HoCo Hour of Code

To explain regression simply, it is a type of supervised learning that involves making predictions on quantitative data (numbers). Regression models can be used to calculate the relationship between two variables or to predict new values.

Let’s begin with an easier type of regression you are likely to know, linear regression. With linear regression, the data is preprocessed and labeled with the correct output. Linear regression can be defined by the relationship y=wx+b where w are the weights (slope) and b are the biases (y-intercept).

The goal of regression is to minimize the error of its predictions. In this case, the error is the distance of the prediction from the true value. The goal is to minimize the sum of the squares of the errors ( (e1)2+(e2)2..., ex being the error of the prediction of xth data point from the true value). Predictions farther away from the actual value are significantly more noticeable because the error is squared. This is also known as the Ordinary Least Squares (OLS) Estimation.

Linear regression is not always just a straight, linear line. The weights and biases can change, leading to complex linear regression models such as the one below.

When building a linear regression model, you must make the following assumptions:

No Multicollinearity: Multicollinearity is the occurrence of a high correlation between two or more independent variables in the regression model. This reduces the significance of the correlation between independent and dependent variables. We tend to assume there is no multicollinearity between independent variables.

Homoscedasticity (same variance): Variance among all independent variables should be similar as outliers could mess up the linear regression model.
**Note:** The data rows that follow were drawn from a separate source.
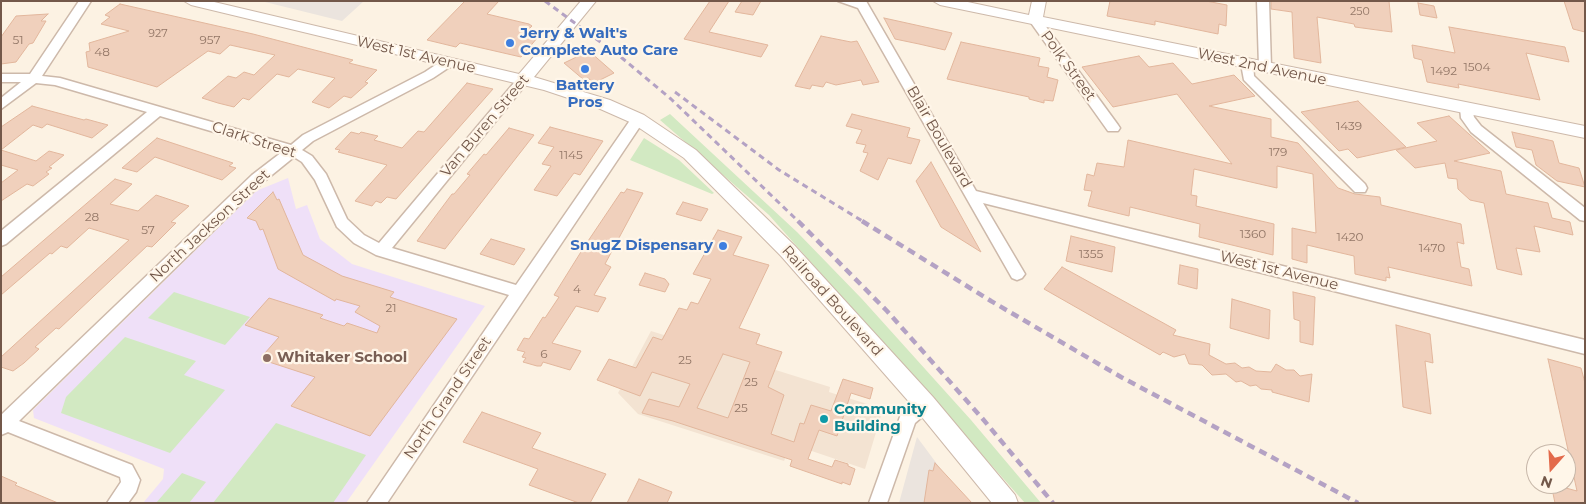 <!DOCTYPE html>
<style>
body{margin:0}
#map{position:relative;width:1586px;height:504px;overflow:hidden;background:#fcf2e3;font-family:Montserrat,sans-serif}
canvas{display:block}
.frame{position:absolute;inset:0;border:2px solid #73584a;pointer-events:none}
.north{position:absolute;left:1526px;top:444px;width:50px;height:50px;box-sizing:border-box;background:#fff6e9;border:1px solid #c7b7a9;border-radius:50%;rotate:199deg;font-size:14px;font-weight:700;line-height:20px;text-align:center;color:#73584a}
.north::after{content:'';display:block;margin:auto;width:18px;height:22px;background:#e36a4b;clip-path:polygon(50% 0,100% 100%,50% 72%,0 100%)}
</style>
<div id="map">
<canvas width="1586" height="504"></canvas>
<div class="frame"></div>
<div class="north">N</div>
</div>
<script>
const context = document.querySelector('canvas').getContext('2d');
context.lineJoin = 'round';
function paint(path, color) { context.fillStyle = color; context.fill(path, 'evenodd'); }
const toPath = rows => new Path2D(rows.map(r => 'M' + r).join(''));
function trace(path, color, width, dash) { context.strokeStyle = color; context.lineWidth = width; context.lineCap = dash ? 'butt' : 'round'; context.setLineDash(dash || []); context.stroke(path); }
function label(font, color, halo, rows, align = 'center') {
  context.font = font + ' Montserrat,sans-serif'; context.lineWidth = 4.5; context.setLineDash([]); context.textBaseline = 'middle'; context.strokeStyle = halo; context.fillStyle = color; for (const [text, x, y, turn = 0] of rows) {
    context.save(); context.translate(x, y); context.rotate((+turn || 0) * Math.PI / 180); context.textAlign = isNaN(turn) ? turn : align; if (halo) context.strokeText(text, 0, 0); context.fillText(text, 0, 0); context.restore();
  }
}
paint(toPath([
 [651,331,830,387,829,392,883,409,865,469,791,444,784,461,638,414,618,393]
]), '#f3e3d2');
paint(toPath([
 [261,1,364,1,342,21],
 [917,437,966,503,899,503]
]), '#ebe4de');
paint(toPath([
 [288,178,296,209,307,205,320,239,352,264,485,306,346,503,143,503,163,479,164,469,34,418,33,410,256,191]
]), '#efe0f8');
paint(toPath([
 [670,114,797,232,862,299,971,420,1041,503,1025,503,769,215,660,120],
 [644,138,679,160,714,193,712,194,630,160],
 [174,292,250,317,225,345,148,318],
 [125,337,196,361,184,375,225,390,170,453,61,413,66,397],
 [276,423,366,455,333,503,213,503],
 [182,473,206,482,189,503,156,503]
]), '#d2e9c2');
const building = toPath([
 [465,1,499,1,487,14,529,24,532,26,524,34,538,37,521,57,460,43,456,47,427,40,465,1],
 [710,1,729,1,709,32,768,45,761,57,684,39,710,1],
 [742,1,761,1,753,15,735,12,742,1],
 [1110,1,1206,1,1227,5,1226,26,1219,24,1218,34,1155,21,1155,25,1107,16,1110,1],
 [1271,1,1389,1,1392,32,1355,27,1354,24,1317,17,1321,63,1294,58,1292,12,1271,9,1271,1],
 [1564,1,1585,1,1585,32,1573,29,1564,1],
 [1418,3,1434,6,1437,18,1420,15,1418,3],
 [120,4,253,34,353,60,349,63,377,70,365,82,368,83,351,98,344,96,329,108,312,102,335,78,298,69,289,77,277,74,249,100,243,98,234,107,218,103,202,98,228,76,236,78,244,72,254,75,275,55,230,45,220,54,208,51,157,87,88,67,86,52,90,51,89,43,129,31,101,24,110,17,105,15,120,4],
 [48,14,41,21,46,21,33,43,29,44,16,62,1,64,1,37,16,16,48,14],
 [884,18,952,33,945,50,919,44,895,39,884,18],
 [1449,27,1565,47,1569,62,1526,53,1540,100,1458,84,1459,88,1427,82,1422,60,1414,58,1412,45,1455,53,1449,27],
 [821,36,851,42,857,41,879,82,863,85,861,80,836,85,826,82,823,87,812,85,810,89,795,86,821,36],
 [961,42,1040,58,1038,66,1049,68,1047,77,1058,80,1053,101,1044,100,1044,103,1029,99,1029,97,947,79,961,42],
 [589,51,614,73,594,83,588,78,584,80,564,63,589,51],
 [1139,56,1149,67,1173,63,1192,84,1234,75,1255,96,1209,106,1271,119,1271,137,1298,143,1338,188,1355,194,1380,197,1381,205,1461,224,1464,244,1457,242,1461,267,1469,269,1472,286,1388,267,1390,278,1386,277,1386,281,1355,274,1354,256,1307,245,1307,263,1292,259,1292,228,1316,233,1313,174,1277,166,1277,188,1194,169,1191,195,1197,196,1196,206,1274,224,1273,255,1199,237,1200,224,1130,207,1129,216,1088,206,1092,191,1084,190,1087,174,1094,176,1097,163,1124,167,1128,140,1232,164,1177,94,1113,107,1082,67,1139,56],
 [467,83,493,89,396,199,387,197,381,203,376,201,372,206,355,201,387,165,338,152,340,150,335,149,351,132,359,134,361,132,378,136,374,140,402,148,418,131,424,132,467,83],
 [1358,101,1406,147,1357,158,1348,149,1339,151,1301,112,1358,101],
 [32,106,84,120,86,119,108,125,92,138,47,124,42,128,33,125,1,150,1,127,32,106],
 [852,114,910,128,907,137,920,140,911,164,888,158,878,180,860,171,868,153,863,152,866,145,856,143,862,130,846,126,852,114],
 [1449,116,1490,153,1454,161,1501,171,1506,194,1548,203,1552,218,1570,222,1573,235,1534,226,1540,252,1516,248,1522,275,1497,269,1484,203,1470,200,1458,189,1457,179,1448,178,1445,163,1415,168,1396,150,1437,141,1417,123,1449,116],
 [550,127,603,141,580,175,574,173,557,196,534,190,551,166,542,164,554,147,538,143,550,127],
 [509,128,534,135,445,249,417,241,452,194,454,194,470,175,467,174,484,154,486,155,509,128],
 [1512,132,1553,141,1559,163,1579,168,1585,187,1557,181,1536,165,1532,150,1516,147,1512,132],
 [157,138,233,163,229,166,236,168,222,180,155,157,137,172,122,168,157,138],
 [1,150,36,161,49,151,64,155,49,167,52,168,46,172,49,174,33,186,27,184,1,201,1,183,18,170,1,165,1,150],
 [931,162,981,252,941,227,916,181,931,162],
 [115,179,132,184,110,204,138,211,156,195,189,206,171,222,176,223,152,247,147,246,59,329,56,328,35,347,39,349,24,363,13,371,1,367,1,357,129,240,89,228,67,248,61,246,52,254,50,253,1,295,1,277,115,179],
 [627,189,643,193,605,264,611,267,594,295,606,298,598,312,576,306,552,343,581,351,570,370,543,362,541,366,537,366,523,362,526,358,522,357,525,352,517,350,524,338,529,339,543,317,545,318,559,297,554,295,584,247,621,192,624,193,627,189],
 [273,192,277,200,279,199,303,255,342,276,394,292,390,297,457,319,370,436,291,406,315,377,266,361,271,355,265,353,279,337,245,325,269,298,323,315,320,318,344,326,347,323,377,333,380,326,355,312,360,306,336,299,335,301,278,269,263,229,260,230,256,221,247,218,273,192],
 [683,202,708,209,701,221,676,214,683,202],
 [718,230,742,237,733,255,769,265,739,328,760,334,756,344,782,352,768,387,784,395,771,434,794,442,800,423,804,424,811,405,831,411,843,379,873,388,870,399,851,393,837,436,819,430,808,459,832,467,835,460,848,464,848,466,855,469,850,485,842,482,842,484,790,466,792,460,673,421,642,413,649,399,679,407,690,384,652,372,640,396,597,380,609,359,636,368,653,337,662,340,679,308,687,310,691,302,698,304,711,279,693,274,718,230],
 [723,354,750,362,728,418,697,408,723,354],
 [1071,236,1115,247,1112,272,1066,261,1071,236],
 [491,239,525,249,514,265,480,254,491,239],
 [1180,265,1198,269,1197,289,1178,284,1180,265],
 [1062,267,1176,330,1173,335,1210,344,1209,355,1226,364,1235,363,1242,368,1249,367,1256,371,1271,372,1276,364,1286,370,1294,370,1300,376,1312,374,1309,402,1272,392,1272,390,1261,389,1256,385,1250,386,1241,381,1236,382,1226,374,1212,375,1202,365,1189,364,1185,354,1174,357,1163,352,1160,355,1044,289,1062,267],
 [645,273,665,279,669,284,665,292,639,285,645,273],
 [1293,292,1315,297,1313,345,1300,342,1300,321,1294,319,1293,292],
 [1232,299,1270,310,1269,339,1230,328,1232,299],
 [1396,325,1430,334,1433,363,1425,361,1431,414,1403,407,1396,325],
 [1548,359,1581,368,1585,383,1585,503,1555,503,1551,484,1577,491,1548,359],
 [482,412,541,433,532,448,606,474,590,503,579,503,529,485,538,469,463,442,482,412],
 [935,463,972,503,924,503,929,470,933,471,935,463],
 [1,476,17,483,15,485,58,503,1,503,1,476],
 [639,479,672,492,667,503,627,503,639,479]
]);
paint(building, '#f0d0bc');
trace(building, '#e2b69c', 1);
const minor = toPath([
 [79,1,91,1,42,76,60,78,291,145,303,135,425,72,443,60,451,60,453,63,451,66,433,78,313,141,302,150,312,156,326,174,347,219,364,235,379,243,519,77,527,77,529,80,527,83,392,248,516,285,633,116,643,116,645,119,643,122,387,503,367,503,509,295,376,255,354,243,337,227,315,180,302,162,294,157,262,183,19,421,132,465,140,480,136,492,128,503,107,503,121,482,120,477,8,432,1,435,1,415,252,175,282,152,160,116,6,244,1,246,1,231,147,112,55,85,36,83,1,109,1,98,21,82,1,82,1,74,30,74,79,1],
 [838,1,866,1,976,191,1585,340,1585,354,983,203,1025,274,1022,278,1017,280,1012,278,858,8,838,1],
 [1257,1,1269,1,1271,67,1265,71,1259,67,1257,1],
 [1035,16,1039,17,1118,125,1120,128,1118,131,1108,131,1029,20,1035,16],
 [1247,60,1253,64,1254,76,1365,184,1367,188,1365,192,1355,192,1244,80,1241,64,1247,60],
 [1466,104,1471,105,1474,117,1481,126,1585,208,1585,221,1580,220,1471,132,1461,118,1460,108,1466,104],
 [925,396,931,399,934,404,931,409,915,423,887,503,869,503,901,414,905,409,925,396]
]);
const tertiary = toPath([
 [184,1,210,1,519,74,581,1,596,1,534,77,610,100,644,115,696,150,795,246,933,397,1015,495,1018,503,992,503,917,411,781,256,684,158,632,123,598,108,544,90,191,5,184,1],
 [933,1,963,1,1029,15,1032,1,1046,1,1043,17,1585,126,1585,138,940,5,933,1]
]);
trace(minor, '#cdb9aa', 3);
trace(tertiary, '#cdb9aa', 2);
paint(minor, '#fff');
paint(tertiary, '#fff');
trace(toPath([
 [545,1,622,58,671,99,799,222],
 [675,92,779,170,864,222]
]), '#b4a2c4', 3, [6, 4.5]);
trace(toPath([
 [798,221,887,311,982,418,1053,503],
 [862,221,991,301,1121,377,1358,503]
]), '#b4a2c4', 4.5, [8, 5.5]);
for (const [x, y, r, color] of [
 [510,43,5,"#3f7fe0"],
 [585,69,5,"#3f7fe0"],
 [723,246,5,"#3f7fe0"],
 [267,358,5,"#8d6e63"],
 [824,419,5,"#0f9aa8"]
]) { const dot = new Path2D(); dot.arc(x, y, r, 0, 2 * Math.PI); context.fillStyle = color; context.fill(dot); trace(dot, '#fff6e9', 2); }
label('11px', '#927666', null, [
 ["250",1360,12],
 ["927",158,34]
]);
label('12px', '#927666', null, [
 ["51",18,40],
 ["957",210,40],
 ["48",102,52],
 ["1504",1477,67],
 ["1492",1444,71],
 ["1439",1349,126],
 ["179",1278,152],
 ["1145",571,155],
 ["28",92,217],
 ["57",148,230],
 ["1360",1253,234],
 ["1420",1350,237],
 ["1470",1432,248],
 ["1355",1091,254],
 ["4",577,289],
 ["21",391,308],
 ["6",544,354],
 ["25",685,360],
 ["25",751,382],
 ["25",741,408]
]);
label('bold 15px', '#366cbe', '#fff6e9', [
 ["Jerry & Walt's",520,34],
 ["Complete Auto Care",520,51],
 ["Battery",585,86,"center"],
 ["Pros",585,103,"center"],
 ["SnugZ Dispensary",713,246,"right"]
], 'left');
label('15px', '#73584a', '#fff6e9', [
 ["West 1st Avenue",416,55,13],
 ["Polk Street",1068,66,54],
 ["West 2nd Avenue",1262,67,12],
 ["Van Buren Street",485,126,-50],
 ["Blair Boulevard",939,137,60],
 ["Clark Street",254,140,18],
 ["North Jackson Street",210,226,-43],
 ["West 1st Avenue",1279,271,14],
 ["Railroad Boulevard",832,301,48],
 ["North Grand Street",448,398,-56]
]);
label('bold 15px', '#785e54', '#fff6e9', [
 ["Whitaker School",277,358]
], 'left');
label('bold 15px', '#0d838f', '#fff6e9', [
 ["Community",834,410],
 ["Building",834,427]
], 'left');
</script>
This is important as the model can't account for any unexplained variability in the dependent variables.

What happens if a linear model cannot fit your data? That’s where non-linear models can help Common examples include logarithmic regression and parametric regression.

After building a basic regression model, you must have a way to check its performance. Here are the common forms of evaluation of linear regression data:

R-squared: This represents the proportion of variance for a dependent variable explained by the independent variable, bigger |R| means higher correlation. This typically results in a value between 0 - 1. "0" means the independent variables do not represent the dependent variables at all and "1" means the opposite.
Adjusted R-Squared: Modified R-squared depends on the number of predictors. It takes into account the addition of new predictors that may cause R-squared to rise.
Root-mean-square-error (RMSE): This is calculated as the square root of the mean of the squared differences between actual outcomes and predictions, a lower error is better. This is used to measure the accuracy of models.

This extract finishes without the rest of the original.